Affaire Tadjadit et ses amis : les avocats ripostent

 

Les avocats des activistes Mohamed Tadjadit, Soheib Debaghi, Malik Riahi, Tarek Debaghi et Khimoud Nourredine, ripostent. Après les propos du procureur général près la Cour d’Alger et la propagande médiatique menée autour de cette affaire, le collectif de la défense monte au créneau pour dénoncer « l’amplification de ce dossier à des fins douteuses ».

En effet, lors d’une conférence de presse animée, aujourd’hui à Alger, les avocats Abdallah Heboul, Yamina Allili et Nassima Rezazgui, sont longuement revenus sur l’attitude du procureur et la réaction de certaines chaînes de télévision privées.

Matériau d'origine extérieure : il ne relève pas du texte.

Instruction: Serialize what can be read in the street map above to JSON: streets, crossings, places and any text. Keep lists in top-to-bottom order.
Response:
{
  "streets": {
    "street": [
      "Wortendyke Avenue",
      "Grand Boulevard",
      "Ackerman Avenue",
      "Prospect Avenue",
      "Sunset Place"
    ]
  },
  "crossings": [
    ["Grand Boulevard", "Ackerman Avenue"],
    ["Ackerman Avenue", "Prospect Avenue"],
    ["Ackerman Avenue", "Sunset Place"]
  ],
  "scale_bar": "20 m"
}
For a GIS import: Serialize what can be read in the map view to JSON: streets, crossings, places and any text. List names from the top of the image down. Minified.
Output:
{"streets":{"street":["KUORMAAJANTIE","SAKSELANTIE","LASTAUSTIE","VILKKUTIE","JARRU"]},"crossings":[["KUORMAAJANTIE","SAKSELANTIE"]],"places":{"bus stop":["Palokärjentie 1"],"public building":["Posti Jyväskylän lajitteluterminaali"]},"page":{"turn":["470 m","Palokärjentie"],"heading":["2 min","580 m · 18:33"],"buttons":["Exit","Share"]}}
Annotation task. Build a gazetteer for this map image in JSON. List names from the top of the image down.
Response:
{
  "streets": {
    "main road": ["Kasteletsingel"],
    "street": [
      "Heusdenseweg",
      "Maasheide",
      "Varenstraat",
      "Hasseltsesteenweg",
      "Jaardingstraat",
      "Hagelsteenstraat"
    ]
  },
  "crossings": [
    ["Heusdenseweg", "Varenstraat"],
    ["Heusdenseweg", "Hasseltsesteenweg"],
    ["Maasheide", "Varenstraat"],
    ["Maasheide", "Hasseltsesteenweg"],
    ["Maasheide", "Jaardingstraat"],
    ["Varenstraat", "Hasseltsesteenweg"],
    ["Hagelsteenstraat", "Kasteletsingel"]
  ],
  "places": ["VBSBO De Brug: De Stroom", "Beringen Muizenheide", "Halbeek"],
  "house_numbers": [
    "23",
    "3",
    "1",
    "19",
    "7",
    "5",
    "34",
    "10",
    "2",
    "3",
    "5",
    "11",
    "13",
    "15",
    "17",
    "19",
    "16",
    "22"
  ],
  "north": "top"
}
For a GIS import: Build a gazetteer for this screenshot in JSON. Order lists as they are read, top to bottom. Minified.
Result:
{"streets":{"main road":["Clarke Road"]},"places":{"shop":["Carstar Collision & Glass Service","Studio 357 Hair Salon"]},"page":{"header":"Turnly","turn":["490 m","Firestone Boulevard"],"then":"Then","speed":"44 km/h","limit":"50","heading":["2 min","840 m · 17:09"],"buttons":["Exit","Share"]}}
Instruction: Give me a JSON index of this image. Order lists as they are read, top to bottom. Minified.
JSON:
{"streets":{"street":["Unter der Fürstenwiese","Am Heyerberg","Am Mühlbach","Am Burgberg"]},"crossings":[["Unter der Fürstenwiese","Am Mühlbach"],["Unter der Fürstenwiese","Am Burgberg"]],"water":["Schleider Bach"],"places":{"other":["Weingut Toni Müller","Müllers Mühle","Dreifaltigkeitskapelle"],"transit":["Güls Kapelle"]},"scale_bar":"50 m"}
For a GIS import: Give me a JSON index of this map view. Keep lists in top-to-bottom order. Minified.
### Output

Ils dénoncent d’emblée « la violation du principe de la présomption d’innocence » et « la volonté d’attenter à l’image et à la réputation des mis en cause ». « Le procureur général et des médias ont amplifié le dossier », affirme Yamina Allili.

Intervenant juste après, Me Abdallah Haboul s’attarde davantage sur les propos du représentant du parquet général. « Le Procureur général a affirmé que les prévenus étaient des repris de justice. C’est très grave, car les Mohamed Tadjadit et ses amis ont fait de la prison, non pas pour des actes de délinquance, mais pour avoir participé au Hirak populaire», condamne-t-il.

Selon lui, la simultanéité de la conférence de presse du procureur général et de la présentation de ces activistes devant le juge d’instruction n’était pas un fait anodin. « Il y a comme une volonté d’influer sur le dossier. C’est un précédent grave », dénonce-t-il.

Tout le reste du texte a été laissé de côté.